Pina and Lajara contend a different result is warranted here because Owen
asked Lajara to close the window and turn off the vehicle before he walked his
dog around the vehicle. We disagree. While we recognize the possibility an
officer’s instruction to close a window or turn off an engine could be seen as an
unreasonable exercise of dominion and control in some circumstances, 4 we agree
with the district court that these requests were reasonable here. As the court
explained: “There’s no reason for that car to be running while this search is going
on with a passenger inside the car. It would be very simple for the passenger to
move over and take off[.]” (R. Vol. II at 74.) And Owen testified he instructed
Lajara to close the window in order to prevent his dog–an aggressive dog–from
jumping in the window and potentially causing harm to Lajara. 5 Considering
Owen’s instructions in the light of “common sense and ordinary human
experience,” United States v. Sharpe, 470 U.S. 675, 685 (1985), they did
4
This would be particularly relevant if Pina and Lajara’s consent were at
issue. We have recognized that consent must be given without implied or express
duress or coercion, see United States v.

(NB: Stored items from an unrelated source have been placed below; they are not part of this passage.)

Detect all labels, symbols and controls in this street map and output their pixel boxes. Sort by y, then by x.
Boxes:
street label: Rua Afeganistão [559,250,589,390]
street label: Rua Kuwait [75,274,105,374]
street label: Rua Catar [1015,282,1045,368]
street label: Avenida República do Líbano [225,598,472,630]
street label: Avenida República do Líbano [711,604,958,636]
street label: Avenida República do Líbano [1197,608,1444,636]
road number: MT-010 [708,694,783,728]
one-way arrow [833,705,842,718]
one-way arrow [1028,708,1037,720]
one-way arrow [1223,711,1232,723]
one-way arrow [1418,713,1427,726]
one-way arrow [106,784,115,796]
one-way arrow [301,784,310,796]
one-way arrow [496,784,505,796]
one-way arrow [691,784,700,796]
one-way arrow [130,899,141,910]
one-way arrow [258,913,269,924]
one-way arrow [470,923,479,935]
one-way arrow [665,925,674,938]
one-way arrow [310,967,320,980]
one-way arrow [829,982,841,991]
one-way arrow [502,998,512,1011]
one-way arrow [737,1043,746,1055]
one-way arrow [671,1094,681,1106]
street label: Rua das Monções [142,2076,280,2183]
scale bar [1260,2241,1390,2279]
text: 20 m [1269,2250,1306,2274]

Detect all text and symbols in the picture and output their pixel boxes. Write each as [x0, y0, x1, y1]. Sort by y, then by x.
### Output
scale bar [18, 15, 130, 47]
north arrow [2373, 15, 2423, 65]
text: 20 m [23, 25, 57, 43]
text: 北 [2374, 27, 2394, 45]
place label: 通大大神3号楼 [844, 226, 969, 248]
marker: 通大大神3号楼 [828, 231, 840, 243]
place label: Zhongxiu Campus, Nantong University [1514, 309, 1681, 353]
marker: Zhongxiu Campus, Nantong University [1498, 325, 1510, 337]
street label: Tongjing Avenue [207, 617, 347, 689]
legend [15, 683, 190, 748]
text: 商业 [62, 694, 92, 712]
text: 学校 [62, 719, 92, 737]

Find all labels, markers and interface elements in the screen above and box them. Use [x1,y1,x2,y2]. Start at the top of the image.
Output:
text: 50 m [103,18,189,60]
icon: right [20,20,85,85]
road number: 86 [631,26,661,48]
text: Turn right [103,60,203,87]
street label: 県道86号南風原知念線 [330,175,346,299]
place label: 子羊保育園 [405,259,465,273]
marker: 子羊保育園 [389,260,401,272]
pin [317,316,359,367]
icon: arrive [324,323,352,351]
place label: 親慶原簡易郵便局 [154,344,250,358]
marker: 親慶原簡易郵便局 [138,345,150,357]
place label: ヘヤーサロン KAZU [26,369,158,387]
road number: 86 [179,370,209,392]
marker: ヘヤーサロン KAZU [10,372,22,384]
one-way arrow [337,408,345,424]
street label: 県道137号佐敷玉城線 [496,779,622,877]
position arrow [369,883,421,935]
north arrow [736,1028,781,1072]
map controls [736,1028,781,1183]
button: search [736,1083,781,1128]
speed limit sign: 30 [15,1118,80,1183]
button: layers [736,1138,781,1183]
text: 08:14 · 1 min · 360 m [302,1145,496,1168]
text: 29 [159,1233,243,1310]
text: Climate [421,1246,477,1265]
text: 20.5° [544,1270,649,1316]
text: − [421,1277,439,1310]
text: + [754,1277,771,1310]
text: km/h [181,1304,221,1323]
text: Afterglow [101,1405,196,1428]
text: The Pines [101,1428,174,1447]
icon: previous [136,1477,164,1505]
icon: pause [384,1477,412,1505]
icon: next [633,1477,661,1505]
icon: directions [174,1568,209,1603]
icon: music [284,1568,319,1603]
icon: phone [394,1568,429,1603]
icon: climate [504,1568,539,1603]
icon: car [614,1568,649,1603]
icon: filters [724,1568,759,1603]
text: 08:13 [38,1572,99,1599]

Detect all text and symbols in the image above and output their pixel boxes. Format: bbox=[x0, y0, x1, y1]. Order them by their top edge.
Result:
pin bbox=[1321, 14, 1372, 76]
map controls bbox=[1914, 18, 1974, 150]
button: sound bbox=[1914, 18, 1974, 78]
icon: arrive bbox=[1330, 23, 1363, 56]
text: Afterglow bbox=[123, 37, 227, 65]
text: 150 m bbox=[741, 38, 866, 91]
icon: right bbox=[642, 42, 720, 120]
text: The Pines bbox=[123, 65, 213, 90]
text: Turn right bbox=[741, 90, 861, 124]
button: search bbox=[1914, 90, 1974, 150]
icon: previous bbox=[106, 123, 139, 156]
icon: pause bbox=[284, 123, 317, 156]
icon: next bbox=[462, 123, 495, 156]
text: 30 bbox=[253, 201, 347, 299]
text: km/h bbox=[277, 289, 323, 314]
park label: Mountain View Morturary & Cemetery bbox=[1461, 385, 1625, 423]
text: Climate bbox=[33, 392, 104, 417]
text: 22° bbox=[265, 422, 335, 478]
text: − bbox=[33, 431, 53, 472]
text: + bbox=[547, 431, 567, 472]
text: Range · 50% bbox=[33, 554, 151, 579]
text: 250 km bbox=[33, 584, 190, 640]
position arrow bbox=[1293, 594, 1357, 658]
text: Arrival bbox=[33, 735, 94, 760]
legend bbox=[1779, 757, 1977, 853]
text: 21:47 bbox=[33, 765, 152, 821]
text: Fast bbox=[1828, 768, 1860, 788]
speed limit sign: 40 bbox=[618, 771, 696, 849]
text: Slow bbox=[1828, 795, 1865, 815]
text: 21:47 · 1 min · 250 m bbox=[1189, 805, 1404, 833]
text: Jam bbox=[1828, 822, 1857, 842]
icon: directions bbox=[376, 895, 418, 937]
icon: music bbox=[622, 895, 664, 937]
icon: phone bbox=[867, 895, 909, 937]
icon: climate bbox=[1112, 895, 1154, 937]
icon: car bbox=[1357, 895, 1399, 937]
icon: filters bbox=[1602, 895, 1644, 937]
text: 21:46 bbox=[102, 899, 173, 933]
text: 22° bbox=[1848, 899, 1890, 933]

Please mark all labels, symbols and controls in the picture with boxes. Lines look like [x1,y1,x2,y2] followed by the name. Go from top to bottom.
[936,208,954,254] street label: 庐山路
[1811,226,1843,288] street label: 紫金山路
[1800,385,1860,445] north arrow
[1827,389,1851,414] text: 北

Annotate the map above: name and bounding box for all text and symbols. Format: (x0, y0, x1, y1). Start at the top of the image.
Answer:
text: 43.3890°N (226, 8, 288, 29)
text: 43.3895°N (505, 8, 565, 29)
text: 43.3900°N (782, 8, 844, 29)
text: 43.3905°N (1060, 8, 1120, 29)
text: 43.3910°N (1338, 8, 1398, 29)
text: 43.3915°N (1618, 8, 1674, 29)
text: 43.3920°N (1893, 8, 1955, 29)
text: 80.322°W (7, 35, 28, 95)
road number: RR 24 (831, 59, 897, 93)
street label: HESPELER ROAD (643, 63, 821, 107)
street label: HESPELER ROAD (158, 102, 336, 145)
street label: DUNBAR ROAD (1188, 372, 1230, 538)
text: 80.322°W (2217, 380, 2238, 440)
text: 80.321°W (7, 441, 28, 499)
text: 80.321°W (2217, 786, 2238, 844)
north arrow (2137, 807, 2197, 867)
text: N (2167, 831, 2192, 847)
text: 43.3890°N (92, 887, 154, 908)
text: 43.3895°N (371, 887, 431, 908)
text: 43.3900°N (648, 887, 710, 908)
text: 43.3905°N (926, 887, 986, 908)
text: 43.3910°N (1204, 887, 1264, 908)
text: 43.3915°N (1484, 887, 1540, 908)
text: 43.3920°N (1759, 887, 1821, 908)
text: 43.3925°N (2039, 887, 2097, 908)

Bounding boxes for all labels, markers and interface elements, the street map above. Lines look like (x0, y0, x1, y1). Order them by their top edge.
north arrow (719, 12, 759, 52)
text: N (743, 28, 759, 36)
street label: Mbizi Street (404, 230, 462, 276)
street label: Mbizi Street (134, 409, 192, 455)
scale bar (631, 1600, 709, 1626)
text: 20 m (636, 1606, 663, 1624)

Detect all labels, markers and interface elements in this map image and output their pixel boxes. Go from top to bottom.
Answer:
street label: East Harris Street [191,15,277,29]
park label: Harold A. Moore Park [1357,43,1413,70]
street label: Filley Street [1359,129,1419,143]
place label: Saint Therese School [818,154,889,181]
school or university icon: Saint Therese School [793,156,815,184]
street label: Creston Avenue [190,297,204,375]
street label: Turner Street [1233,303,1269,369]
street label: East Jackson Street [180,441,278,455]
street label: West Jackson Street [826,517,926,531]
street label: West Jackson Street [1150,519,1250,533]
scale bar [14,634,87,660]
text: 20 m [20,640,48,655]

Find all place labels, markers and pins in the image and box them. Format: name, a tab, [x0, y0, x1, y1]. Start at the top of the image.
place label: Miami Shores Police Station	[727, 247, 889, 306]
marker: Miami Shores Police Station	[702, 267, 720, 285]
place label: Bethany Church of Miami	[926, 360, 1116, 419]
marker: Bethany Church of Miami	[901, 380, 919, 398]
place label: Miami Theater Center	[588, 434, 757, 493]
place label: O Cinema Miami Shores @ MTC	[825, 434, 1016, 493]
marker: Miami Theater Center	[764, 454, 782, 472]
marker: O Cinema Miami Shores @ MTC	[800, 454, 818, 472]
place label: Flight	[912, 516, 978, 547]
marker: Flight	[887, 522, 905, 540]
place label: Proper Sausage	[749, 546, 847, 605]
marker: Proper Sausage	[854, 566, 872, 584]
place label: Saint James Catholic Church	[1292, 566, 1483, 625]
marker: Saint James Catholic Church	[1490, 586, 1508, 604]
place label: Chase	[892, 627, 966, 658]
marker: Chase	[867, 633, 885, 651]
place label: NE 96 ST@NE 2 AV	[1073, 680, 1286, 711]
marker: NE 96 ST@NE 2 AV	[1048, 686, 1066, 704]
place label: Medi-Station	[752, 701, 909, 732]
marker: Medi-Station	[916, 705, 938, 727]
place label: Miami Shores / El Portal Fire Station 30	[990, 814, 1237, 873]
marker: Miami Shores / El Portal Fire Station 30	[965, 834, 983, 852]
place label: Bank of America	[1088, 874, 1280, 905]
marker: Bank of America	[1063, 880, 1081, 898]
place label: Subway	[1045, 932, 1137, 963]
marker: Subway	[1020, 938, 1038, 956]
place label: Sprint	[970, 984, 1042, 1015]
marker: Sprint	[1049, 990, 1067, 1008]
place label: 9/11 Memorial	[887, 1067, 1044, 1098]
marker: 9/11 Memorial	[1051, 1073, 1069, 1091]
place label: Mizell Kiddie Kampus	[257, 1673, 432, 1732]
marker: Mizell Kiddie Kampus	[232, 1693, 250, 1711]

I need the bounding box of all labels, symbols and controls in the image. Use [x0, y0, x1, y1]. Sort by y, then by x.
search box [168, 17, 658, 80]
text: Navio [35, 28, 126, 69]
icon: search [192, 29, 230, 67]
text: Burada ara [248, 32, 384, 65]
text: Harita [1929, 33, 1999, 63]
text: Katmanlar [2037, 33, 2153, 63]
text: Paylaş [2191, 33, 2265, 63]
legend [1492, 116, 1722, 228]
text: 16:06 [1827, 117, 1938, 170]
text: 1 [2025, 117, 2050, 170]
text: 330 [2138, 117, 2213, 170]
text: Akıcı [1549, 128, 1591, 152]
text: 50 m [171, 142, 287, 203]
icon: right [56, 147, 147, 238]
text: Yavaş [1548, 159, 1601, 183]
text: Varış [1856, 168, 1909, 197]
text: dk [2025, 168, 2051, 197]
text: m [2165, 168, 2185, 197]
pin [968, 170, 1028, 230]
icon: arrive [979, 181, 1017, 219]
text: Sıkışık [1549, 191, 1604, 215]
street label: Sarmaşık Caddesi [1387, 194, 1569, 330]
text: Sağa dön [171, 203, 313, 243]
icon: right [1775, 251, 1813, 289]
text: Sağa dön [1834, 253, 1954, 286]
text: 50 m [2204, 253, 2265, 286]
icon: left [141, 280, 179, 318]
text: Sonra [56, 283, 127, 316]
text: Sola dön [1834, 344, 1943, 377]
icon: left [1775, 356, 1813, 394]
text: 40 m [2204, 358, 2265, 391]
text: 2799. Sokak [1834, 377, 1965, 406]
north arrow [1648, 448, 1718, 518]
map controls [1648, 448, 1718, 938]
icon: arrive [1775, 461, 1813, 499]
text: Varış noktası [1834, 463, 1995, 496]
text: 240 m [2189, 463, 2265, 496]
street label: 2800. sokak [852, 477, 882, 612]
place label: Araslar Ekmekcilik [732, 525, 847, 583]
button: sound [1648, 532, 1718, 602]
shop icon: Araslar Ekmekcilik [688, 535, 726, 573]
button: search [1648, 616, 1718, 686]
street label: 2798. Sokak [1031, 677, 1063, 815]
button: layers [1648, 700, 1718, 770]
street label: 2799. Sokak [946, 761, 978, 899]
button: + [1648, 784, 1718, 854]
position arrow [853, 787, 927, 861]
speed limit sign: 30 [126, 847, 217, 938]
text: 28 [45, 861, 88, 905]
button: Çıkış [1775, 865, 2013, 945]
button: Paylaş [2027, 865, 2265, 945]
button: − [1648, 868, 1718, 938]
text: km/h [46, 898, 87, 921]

Sanchez, 89 F.3d 715, 719 (10th Cir.
1996), but consent is not at issue here.
5
Moreover, had the dog jumped into the window, the search may have
violated Pina and Lajara’s privacy interest. See United States v. Winningham,
140 F.3d 1328, 1330-31 (10th Cir. 1998) (affirming the district court’s grant of a
motion to suppress where officers opened a vehicle door through which a dog
jumped during a canine sniff).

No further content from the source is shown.